## Work instructions
For each line below that holds the word "scale", make a copy.

Input data Block Start

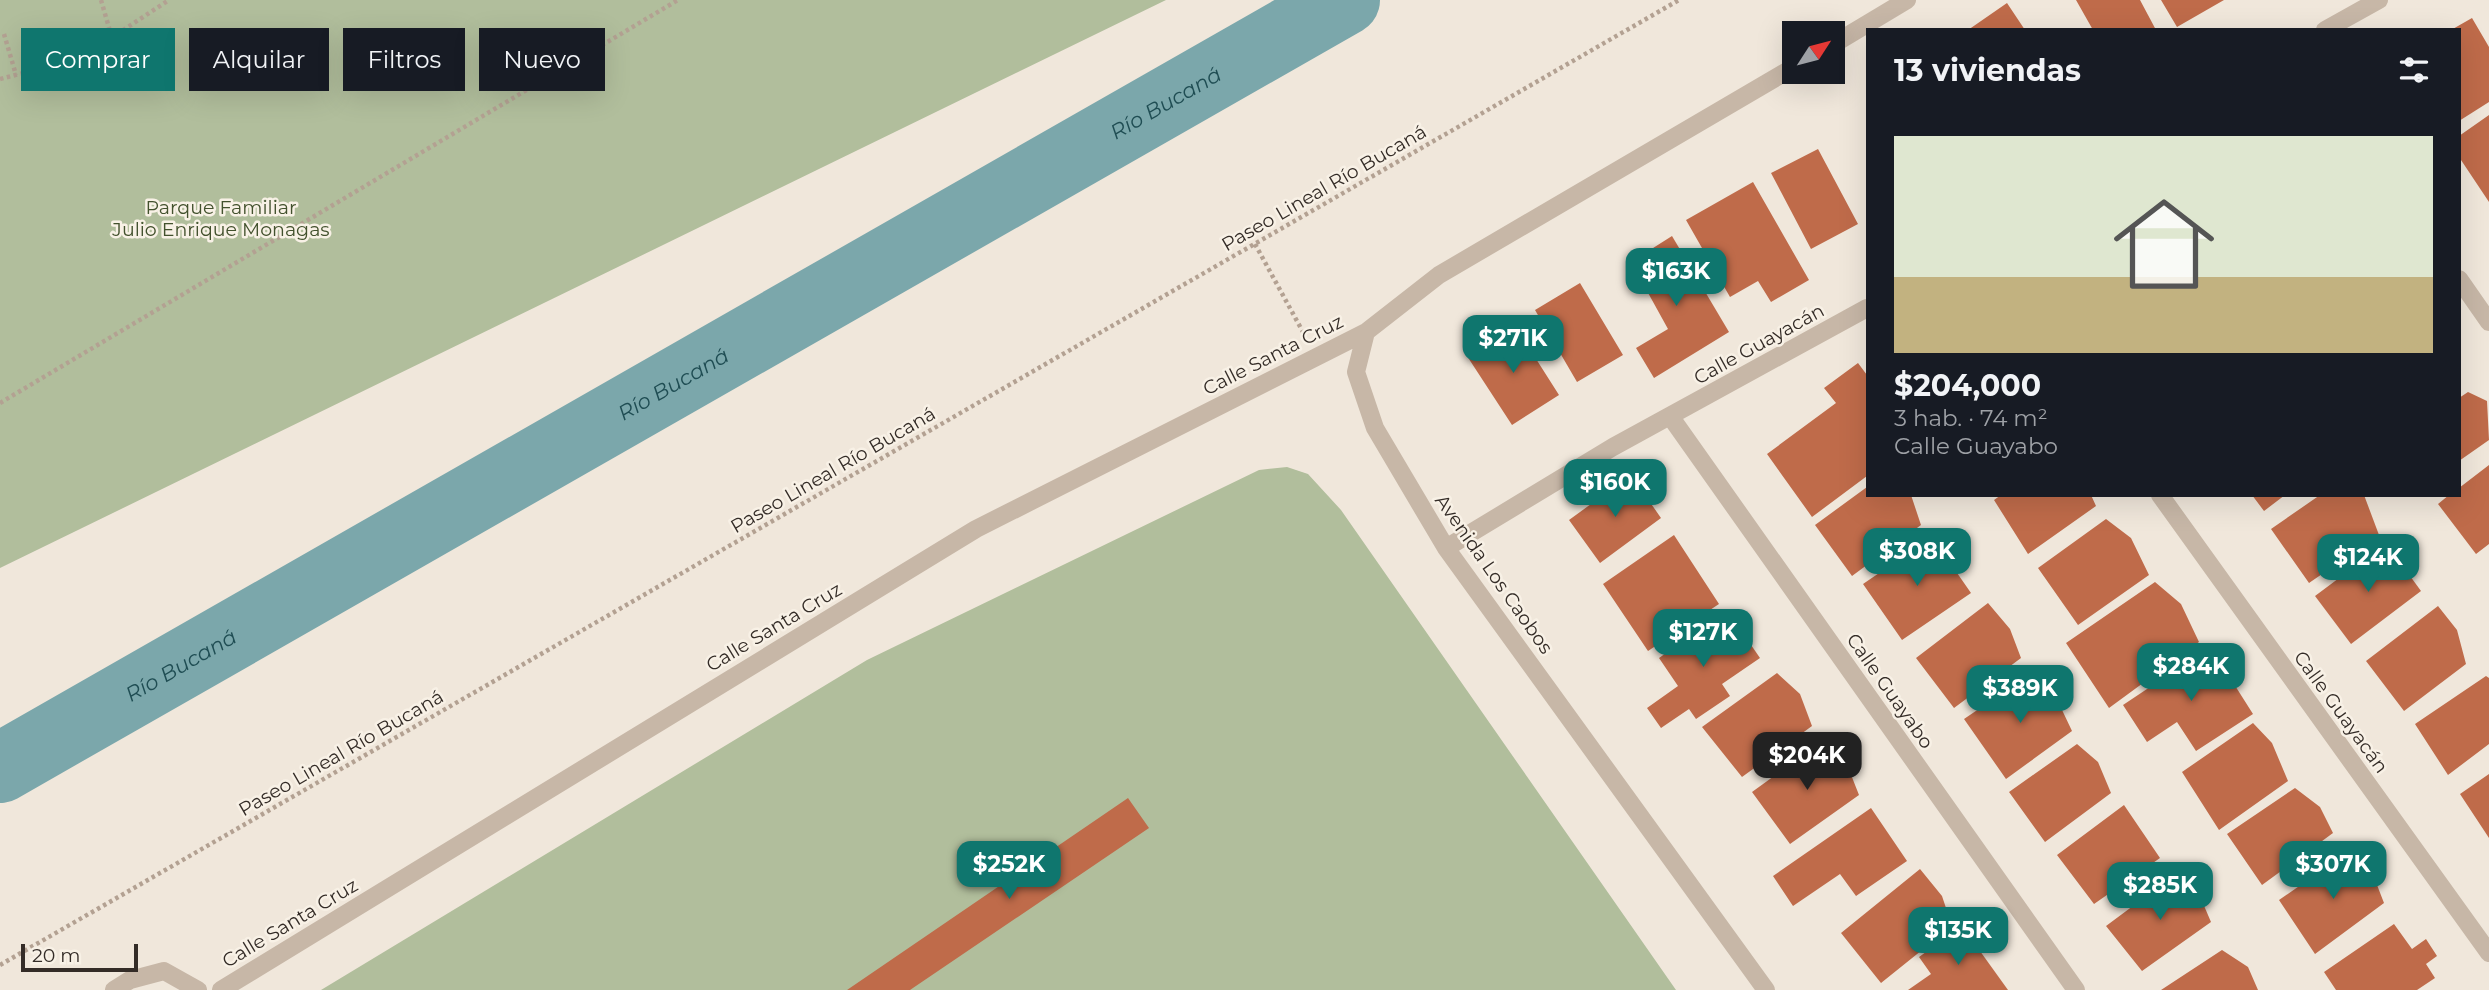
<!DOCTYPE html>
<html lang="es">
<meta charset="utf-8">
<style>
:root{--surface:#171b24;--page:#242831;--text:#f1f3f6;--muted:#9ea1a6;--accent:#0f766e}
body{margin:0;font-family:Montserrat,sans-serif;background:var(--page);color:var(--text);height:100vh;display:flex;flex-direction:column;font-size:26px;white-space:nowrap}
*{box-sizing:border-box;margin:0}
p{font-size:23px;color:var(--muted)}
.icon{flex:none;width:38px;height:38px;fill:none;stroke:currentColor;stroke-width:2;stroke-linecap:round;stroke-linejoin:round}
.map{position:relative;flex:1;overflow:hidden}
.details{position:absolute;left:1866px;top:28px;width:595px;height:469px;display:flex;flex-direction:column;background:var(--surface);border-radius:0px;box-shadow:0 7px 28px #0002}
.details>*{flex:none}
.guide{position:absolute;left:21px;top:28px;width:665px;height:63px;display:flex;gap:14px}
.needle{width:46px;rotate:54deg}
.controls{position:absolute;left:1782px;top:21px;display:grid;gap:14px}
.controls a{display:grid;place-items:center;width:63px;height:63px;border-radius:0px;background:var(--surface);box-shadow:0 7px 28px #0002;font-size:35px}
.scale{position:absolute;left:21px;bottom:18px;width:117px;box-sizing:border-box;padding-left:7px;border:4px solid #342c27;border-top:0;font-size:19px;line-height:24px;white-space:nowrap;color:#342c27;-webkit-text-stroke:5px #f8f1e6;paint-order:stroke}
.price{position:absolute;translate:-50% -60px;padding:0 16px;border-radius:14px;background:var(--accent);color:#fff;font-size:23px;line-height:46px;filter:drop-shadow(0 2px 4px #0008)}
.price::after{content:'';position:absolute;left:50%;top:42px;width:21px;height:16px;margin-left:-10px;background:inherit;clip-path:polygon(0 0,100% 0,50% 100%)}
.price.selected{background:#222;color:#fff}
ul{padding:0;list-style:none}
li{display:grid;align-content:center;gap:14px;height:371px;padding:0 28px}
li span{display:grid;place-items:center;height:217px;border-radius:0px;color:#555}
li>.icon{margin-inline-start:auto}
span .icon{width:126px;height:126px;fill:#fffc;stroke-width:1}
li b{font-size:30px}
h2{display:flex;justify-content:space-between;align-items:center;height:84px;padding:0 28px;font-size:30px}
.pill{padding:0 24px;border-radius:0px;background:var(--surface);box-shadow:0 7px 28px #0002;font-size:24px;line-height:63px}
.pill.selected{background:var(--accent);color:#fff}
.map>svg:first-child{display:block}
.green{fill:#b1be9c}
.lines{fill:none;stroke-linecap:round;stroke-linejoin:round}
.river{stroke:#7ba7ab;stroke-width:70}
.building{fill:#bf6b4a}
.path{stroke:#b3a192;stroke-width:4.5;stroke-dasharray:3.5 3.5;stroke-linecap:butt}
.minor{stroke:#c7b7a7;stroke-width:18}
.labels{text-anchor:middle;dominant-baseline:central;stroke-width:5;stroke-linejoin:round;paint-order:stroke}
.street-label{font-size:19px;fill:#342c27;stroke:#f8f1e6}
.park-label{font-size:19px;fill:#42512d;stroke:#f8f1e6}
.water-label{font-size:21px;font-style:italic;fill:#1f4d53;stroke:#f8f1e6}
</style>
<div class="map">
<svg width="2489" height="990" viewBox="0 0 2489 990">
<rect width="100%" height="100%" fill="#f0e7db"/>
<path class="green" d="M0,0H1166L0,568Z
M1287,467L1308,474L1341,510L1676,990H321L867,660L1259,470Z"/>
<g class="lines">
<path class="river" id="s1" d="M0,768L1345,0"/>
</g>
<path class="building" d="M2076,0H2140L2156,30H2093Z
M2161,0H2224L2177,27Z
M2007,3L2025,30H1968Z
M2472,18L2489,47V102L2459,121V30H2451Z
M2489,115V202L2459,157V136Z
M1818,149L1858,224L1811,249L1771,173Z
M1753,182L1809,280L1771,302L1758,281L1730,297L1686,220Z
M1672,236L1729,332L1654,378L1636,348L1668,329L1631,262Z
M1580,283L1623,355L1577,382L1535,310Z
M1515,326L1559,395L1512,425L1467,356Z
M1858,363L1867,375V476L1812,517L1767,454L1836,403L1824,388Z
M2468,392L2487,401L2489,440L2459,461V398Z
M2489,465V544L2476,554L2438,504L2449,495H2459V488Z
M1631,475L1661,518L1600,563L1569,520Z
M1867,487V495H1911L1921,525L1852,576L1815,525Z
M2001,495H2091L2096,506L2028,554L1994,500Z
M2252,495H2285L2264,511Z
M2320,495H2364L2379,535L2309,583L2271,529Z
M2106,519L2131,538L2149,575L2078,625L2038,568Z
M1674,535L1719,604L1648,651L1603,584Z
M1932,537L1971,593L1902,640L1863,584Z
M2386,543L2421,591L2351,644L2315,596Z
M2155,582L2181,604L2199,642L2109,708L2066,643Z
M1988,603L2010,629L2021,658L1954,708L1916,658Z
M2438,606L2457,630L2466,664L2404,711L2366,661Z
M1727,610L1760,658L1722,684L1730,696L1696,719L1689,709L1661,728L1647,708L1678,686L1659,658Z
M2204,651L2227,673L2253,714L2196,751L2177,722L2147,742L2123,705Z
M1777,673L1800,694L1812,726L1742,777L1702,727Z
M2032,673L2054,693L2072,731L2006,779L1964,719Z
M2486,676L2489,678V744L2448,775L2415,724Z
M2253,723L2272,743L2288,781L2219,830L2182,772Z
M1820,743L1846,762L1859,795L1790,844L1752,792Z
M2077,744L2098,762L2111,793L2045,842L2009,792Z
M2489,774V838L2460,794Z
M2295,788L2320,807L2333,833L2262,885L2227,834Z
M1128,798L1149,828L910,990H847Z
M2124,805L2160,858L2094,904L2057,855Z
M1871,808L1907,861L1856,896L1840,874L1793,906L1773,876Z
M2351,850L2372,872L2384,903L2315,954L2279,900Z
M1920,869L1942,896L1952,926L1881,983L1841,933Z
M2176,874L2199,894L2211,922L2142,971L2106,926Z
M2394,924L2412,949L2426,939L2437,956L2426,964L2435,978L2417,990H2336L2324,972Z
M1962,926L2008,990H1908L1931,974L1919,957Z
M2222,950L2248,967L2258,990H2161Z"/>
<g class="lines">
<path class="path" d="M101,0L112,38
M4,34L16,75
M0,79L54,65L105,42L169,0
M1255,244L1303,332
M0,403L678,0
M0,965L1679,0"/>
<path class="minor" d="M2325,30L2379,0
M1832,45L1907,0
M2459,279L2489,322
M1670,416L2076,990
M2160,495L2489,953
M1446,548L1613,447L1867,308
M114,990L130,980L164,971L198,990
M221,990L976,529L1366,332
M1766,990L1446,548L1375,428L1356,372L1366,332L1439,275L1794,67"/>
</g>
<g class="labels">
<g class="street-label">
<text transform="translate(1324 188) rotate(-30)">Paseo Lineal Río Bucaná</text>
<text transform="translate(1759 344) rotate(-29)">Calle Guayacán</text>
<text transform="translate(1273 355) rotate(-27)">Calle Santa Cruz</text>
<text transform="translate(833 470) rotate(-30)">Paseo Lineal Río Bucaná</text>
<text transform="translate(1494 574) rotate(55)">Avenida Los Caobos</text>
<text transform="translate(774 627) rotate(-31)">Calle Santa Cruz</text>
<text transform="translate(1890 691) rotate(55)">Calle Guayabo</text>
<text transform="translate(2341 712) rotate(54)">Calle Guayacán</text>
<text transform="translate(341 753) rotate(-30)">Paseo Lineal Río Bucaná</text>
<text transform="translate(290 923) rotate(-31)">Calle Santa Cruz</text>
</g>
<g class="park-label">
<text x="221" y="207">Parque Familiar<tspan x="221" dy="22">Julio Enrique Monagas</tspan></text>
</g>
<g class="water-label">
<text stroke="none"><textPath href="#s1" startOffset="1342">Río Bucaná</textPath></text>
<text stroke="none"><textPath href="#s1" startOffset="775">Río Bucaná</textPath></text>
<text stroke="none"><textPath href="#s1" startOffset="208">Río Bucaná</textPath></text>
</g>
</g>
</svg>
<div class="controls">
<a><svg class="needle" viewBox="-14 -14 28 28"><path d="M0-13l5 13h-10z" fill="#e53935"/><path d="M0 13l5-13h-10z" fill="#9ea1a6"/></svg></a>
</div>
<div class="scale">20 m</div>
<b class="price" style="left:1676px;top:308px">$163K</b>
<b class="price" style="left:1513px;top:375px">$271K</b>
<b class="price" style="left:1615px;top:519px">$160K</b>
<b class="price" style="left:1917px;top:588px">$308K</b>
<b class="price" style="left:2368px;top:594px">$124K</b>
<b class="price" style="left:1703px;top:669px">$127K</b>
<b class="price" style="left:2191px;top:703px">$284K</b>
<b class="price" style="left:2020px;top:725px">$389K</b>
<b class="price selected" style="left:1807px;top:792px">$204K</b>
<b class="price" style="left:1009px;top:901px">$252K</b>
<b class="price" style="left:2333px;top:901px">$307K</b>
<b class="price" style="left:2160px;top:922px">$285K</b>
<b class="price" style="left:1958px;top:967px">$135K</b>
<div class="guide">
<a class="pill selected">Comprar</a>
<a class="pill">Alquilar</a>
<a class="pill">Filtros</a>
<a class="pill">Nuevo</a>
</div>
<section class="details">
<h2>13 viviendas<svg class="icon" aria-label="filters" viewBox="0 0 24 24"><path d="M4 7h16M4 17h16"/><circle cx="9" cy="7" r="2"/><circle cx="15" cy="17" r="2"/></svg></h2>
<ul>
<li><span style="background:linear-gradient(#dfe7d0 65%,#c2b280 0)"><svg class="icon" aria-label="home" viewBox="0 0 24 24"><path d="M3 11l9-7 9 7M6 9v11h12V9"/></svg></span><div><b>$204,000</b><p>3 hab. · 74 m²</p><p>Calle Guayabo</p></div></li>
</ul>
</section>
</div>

Input data Block End

## Answer to the problem
.scale{position:absolute;left:21px;bottom:18px;width:117px;box-sizing:border-box;padding-left:7px;border:4px solid #342c27;border-top:0;font-size:19px;line-height:24px;white-space:nowrap;color:#342c27;-webkit-text-stroke:5px #f8f1e6;paint-order:stroke}
<div class="scale">20 m</div>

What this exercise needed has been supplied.